◆ **What the task asks**
Set down word for word each line from the start of the listing through the line that contains "position:absolute; right:12px; top:12px;", both included.

◆ **Supplied entries**

********

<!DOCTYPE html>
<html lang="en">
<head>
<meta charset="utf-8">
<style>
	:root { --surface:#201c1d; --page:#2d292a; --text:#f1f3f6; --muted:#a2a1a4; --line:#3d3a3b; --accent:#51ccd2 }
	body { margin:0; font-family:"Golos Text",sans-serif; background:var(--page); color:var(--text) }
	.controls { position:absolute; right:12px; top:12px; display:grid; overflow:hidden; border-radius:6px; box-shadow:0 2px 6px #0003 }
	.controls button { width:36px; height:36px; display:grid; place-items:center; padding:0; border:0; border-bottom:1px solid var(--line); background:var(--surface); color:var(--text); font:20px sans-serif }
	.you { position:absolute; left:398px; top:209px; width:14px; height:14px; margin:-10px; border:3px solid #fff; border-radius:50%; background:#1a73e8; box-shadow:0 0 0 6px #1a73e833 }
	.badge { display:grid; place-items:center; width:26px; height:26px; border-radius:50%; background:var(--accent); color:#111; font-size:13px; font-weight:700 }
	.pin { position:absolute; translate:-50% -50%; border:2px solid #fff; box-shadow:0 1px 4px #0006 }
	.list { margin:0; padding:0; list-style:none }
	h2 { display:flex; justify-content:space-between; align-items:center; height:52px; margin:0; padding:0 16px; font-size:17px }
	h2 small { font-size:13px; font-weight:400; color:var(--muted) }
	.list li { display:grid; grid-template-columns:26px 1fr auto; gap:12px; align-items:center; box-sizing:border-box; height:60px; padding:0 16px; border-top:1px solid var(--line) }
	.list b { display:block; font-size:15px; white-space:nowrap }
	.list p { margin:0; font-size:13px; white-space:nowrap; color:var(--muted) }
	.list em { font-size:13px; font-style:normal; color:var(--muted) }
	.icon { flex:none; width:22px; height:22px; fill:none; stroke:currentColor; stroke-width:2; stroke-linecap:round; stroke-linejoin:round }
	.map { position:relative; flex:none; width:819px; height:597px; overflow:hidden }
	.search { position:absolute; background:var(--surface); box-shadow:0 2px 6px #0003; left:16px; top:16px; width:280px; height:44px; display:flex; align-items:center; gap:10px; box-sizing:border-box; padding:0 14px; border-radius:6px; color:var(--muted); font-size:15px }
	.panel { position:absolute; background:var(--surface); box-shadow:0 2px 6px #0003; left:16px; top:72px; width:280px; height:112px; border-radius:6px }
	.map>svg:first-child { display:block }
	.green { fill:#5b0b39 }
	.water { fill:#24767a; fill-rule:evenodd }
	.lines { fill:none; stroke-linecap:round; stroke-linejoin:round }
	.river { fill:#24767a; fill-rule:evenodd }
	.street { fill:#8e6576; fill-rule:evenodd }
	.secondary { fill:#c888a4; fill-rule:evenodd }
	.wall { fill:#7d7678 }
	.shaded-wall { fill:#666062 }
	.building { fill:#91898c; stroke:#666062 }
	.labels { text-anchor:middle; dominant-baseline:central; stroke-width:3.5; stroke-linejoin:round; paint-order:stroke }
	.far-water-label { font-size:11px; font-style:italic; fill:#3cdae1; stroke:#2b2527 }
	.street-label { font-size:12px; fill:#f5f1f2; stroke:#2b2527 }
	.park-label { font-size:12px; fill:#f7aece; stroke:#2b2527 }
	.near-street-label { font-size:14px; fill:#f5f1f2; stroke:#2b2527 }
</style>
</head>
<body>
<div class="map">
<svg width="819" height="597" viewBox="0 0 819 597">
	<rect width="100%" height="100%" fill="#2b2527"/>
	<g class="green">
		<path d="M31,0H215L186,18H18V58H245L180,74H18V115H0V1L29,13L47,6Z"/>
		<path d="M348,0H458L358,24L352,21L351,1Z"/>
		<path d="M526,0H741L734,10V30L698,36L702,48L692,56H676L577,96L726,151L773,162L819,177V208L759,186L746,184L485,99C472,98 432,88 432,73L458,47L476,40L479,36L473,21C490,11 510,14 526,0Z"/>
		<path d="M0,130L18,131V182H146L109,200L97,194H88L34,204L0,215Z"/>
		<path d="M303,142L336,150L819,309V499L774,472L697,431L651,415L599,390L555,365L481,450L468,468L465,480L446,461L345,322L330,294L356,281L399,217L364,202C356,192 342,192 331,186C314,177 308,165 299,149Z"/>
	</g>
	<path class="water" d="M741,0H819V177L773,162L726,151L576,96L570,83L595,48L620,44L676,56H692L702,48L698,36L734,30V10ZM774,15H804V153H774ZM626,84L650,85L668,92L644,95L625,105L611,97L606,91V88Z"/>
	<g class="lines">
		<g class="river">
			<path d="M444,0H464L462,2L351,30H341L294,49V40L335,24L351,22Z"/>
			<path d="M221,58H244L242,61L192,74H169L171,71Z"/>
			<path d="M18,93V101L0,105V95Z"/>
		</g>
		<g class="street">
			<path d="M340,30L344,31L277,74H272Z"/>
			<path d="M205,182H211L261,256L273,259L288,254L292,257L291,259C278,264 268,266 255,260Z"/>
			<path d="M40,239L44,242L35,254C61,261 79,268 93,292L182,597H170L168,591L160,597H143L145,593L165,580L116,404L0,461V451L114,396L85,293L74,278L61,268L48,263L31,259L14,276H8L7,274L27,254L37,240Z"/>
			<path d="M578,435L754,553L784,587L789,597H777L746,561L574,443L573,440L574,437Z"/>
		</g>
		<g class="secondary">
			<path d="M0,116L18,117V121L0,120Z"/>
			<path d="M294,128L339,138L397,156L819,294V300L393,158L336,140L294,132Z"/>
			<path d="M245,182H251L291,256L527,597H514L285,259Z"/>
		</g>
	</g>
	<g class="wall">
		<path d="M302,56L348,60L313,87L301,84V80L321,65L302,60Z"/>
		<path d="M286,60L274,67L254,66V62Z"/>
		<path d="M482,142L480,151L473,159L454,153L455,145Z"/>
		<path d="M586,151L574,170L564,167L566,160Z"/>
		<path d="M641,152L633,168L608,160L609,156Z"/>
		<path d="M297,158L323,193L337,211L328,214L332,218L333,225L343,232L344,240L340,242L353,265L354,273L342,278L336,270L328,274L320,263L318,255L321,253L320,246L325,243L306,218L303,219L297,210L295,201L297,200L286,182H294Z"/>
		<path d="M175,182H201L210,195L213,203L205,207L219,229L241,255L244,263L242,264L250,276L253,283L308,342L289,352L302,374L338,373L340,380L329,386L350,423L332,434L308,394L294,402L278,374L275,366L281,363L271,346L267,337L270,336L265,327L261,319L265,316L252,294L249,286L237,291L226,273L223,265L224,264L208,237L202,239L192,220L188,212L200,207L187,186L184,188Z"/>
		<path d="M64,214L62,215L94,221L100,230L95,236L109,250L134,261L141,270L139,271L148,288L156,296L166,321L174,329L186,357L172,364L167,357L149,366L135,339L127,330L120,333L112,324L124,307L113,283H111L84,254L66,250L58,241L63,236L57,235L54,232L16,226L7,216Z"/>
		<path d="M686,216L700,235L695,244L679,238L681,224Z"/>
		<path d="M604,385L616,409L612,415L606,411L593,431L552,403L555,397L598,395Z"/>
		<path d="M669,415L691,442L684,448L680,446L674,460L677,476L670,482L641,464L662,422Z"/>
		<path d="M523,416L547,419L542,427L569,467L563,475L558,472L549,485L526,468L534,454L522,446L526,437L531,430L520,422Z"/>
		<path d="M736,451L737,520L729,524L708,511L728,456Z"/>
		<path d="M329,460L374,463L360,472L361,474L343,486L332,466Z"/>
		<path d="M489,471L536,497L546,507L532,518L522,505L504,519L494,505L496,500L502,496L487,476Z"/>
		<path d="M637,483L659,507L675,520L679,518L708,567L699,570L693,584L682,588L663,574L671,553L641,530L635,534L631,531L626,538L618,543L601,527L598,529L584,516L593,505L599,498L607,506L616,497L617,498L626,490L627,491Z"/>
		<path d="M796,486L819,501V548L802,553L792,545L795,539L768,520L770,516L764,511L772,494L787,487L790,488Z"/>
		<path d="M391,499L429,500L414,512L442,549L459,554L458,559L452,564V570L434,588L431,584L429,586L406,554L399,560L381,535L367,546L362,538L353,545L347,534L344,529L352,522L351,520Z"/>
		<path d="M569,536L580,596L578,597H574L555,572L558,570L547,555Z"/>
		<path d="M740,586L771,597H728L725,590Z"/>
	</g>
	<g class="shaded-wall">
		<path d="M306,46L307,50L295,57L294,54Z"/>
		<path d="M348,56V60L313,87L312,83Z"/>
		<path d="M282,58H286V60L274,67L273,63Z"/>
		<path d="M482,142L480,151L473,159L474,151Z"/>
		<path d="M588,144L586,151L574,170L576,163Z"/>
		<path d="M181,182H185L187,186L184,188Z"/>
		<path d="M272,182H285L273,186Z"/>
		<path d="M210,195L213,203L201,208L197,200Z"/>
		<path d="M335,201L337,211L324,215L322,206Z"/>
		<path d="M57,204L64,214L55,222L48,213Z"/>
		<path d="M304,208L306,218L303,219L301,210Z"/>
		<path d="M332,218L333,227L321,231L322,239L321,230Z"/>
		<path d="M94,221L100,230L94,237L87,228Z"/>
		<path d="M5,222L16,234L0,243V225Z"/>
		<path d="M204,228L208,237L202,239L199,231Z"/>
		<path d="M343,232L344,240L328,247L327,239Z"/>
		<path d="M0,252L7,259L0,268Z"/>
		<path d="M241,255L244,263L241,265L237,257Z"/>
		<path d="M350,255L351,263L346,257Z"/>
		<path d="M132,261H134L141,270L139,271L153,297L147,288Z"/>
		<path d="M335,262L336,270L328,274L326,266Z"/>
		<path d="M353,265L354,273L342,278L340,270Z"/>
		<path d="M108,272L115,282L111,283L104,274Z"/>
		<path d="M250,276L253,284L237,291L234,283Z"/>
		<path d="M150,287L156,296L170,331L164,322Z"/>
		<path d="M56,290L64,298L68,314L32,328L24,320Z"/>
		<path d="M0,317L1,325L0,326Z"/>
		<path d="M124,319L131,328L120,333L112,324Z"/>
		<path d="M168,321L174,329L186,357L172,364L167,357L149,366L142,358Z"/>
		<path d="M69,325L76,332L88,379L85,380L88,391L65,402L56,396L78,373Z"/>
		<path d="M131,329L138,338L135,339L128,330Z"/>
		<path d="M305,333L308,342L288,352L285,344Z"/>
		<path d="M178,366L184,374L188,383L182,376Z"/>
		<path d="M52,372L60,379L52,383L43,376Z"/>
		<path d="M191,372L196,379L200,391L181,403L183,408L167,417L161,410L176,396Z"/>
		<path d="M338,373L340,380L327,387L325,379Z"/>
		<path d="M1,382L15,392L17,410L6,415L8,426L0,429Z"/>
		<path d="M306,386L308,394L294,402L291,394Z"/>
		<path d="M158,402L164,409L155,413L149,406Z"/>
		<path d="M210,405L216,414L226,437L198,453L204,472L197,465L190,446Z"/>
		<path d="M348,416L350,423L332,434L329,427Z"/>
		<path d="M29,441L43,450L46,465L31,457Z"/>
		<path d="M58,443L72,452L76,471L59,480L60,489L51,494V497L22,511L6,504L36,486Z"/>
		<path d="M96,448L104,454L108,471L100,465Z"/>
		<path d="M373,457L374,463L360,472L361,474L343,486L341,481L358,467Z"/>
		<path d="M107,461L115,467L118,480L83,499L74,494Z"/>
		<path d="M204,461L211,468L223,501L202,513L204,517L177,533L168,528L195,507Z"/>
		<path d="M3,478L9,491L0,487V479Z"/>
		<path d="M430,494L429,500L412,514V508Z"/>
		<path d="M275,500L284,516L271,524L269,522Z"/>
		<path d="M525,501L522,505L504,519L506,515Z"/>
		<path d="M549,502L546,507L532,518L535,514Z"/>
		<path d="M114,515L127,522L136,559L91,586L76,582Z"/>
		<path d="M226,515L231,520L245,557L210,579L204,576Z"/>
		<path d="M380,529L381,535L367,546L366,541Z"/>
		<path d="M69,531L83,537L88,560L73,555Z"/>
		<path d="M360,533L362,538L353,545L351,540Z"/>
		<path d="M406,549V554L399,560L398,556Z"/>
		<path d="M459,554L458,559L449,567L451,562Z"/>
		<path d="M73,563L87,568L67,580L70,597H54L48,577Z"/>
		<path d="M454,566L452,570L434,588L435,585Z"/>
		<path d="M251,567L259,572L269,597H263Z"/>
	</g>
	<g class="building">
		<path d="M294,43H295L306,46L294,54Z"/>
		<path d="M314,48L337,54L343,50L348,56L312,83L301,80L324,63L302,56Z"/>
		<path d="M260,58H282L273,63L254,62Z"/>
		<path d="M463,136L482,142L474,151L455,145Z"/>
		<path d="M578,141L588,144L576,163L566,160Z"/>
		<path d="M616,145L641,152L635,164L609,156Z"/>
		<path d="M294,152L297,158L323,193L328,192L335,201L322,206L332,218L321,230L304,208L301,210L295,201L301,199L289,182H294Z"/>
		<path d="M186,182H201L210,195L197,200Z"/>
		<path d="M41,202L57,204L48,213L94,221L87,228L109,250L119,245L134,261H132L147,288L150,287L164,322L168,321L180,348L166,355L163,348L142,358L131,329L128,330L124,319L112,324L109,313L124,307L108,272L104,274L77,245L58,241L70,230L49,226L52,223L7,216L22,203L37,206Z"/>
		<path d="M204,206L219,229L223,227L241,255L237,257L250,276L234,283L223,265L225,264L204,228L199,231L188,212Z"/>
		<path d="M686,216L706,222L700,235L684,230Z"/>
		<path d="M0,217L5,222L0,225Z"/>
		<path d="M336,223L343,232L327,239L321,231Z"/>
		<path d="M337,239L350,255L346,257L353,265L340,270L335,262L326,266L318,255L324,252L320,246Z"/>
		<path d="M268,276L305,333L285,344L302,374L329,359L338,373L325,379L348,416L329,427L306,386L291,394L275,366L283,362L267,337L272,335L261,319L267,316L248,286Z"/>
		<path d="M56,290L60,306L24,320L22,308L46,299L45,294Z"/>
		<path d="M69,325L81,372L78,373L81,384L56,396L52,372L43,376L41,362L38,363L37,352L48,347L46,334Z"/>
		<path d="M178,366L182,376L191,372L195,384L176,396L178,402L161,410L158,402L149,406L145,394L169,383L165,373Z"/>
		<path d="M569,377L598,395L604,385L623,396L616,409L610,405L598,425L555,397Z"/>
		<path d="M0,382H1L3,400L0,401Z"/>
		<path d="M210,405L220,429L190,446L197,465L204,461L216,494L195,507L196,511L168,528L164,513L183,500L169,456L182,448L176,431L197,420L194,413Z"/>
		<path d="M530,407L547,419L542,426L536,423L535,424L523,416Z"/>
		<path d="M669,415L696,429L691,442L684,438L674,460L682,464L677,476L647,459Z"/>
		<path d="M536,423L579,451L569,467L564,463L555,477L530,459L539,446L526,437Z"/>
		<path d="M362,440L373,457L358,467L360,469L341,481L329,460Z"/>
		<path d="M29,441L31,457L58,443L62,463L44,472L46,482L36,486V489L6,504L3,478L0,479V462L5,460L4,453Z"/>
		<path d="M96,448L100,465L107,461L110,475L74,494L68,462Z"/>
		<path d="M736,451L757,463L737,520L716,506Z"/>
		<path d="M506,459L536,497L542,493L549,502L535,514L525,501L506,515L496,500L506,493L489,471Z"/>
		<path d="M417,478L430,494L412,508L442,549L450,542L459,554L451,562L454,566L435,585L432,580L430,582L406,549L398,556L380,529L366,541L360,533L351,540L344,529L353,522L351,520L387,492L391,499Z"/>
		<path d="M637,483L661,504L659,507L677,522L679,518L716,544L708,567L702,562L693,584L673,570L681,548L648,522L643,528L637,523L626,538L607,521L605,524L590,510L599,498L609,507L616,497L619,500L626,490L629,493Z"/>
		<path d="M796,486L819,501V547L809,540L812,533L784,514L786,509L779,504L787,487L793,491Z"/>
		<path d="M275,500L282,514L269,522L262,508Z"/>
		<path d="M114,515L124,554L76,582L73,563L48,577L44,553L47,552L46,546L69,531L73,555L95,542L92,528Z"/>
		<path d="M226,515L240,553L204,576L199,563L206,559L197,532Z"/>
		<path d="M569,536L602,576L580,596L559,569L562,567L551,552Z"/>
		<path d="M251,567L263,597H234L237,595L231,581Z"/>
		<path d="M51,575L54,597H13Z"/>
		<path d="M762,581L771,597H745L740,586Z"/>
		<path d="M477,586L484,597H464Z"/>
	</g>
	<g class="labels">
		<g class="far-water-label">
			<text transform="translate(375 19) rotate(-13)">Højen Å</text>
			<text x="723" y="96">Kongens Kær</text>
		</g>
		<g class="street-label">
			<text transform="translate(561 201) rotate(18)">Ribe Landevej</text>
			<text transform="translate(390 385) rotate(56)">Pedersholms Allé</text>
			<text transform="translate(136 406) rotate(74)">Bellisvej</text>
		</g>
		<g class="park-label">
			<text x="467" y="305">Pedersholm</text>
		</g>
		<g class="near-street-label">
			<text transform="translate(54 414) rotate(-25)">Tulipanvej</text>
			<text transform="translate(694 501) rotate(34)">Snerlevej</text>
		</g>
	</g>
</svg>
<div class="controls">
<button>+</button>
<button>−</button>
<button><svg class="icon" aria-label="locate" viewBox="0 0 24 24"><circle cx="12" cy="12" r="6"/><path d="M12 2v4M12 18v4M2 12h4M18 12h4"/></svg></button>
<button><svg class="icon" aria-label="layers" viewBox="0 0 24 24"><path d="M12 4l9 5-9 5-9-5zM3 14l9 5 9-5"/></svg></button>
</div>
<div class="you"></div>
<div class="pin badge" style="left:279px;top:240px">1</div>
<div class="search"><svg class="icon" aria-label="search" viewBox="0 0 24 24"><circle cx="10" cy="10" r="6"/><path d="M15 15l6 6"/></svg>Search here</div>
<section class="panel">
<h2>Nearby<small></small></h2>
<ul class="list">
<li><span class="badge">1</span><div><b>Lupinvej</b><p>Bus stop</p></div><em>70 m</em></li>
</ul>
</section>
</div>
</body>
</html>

********

◆ **Result for this exercise**
<!DOCTYPE html>
<html lang="en">
<head>
<meta charset="utf-8">
<style>
	:root { --surface:#201c1d; --page:#2d292a; --text:#f1f3f6; --muted:#a2a1a4; --line:#3d3a3b; --accent:#51ccd2 }
	body { margin:0; font-family:"Golos Text",sans-serif; background:var(--page); color:var(--text) }
	.controls { position:absolute; right:12px; top:12px; display:grid; overflow:hidden; border-radius:6px; box-shadow:0 2px 6px #0003 }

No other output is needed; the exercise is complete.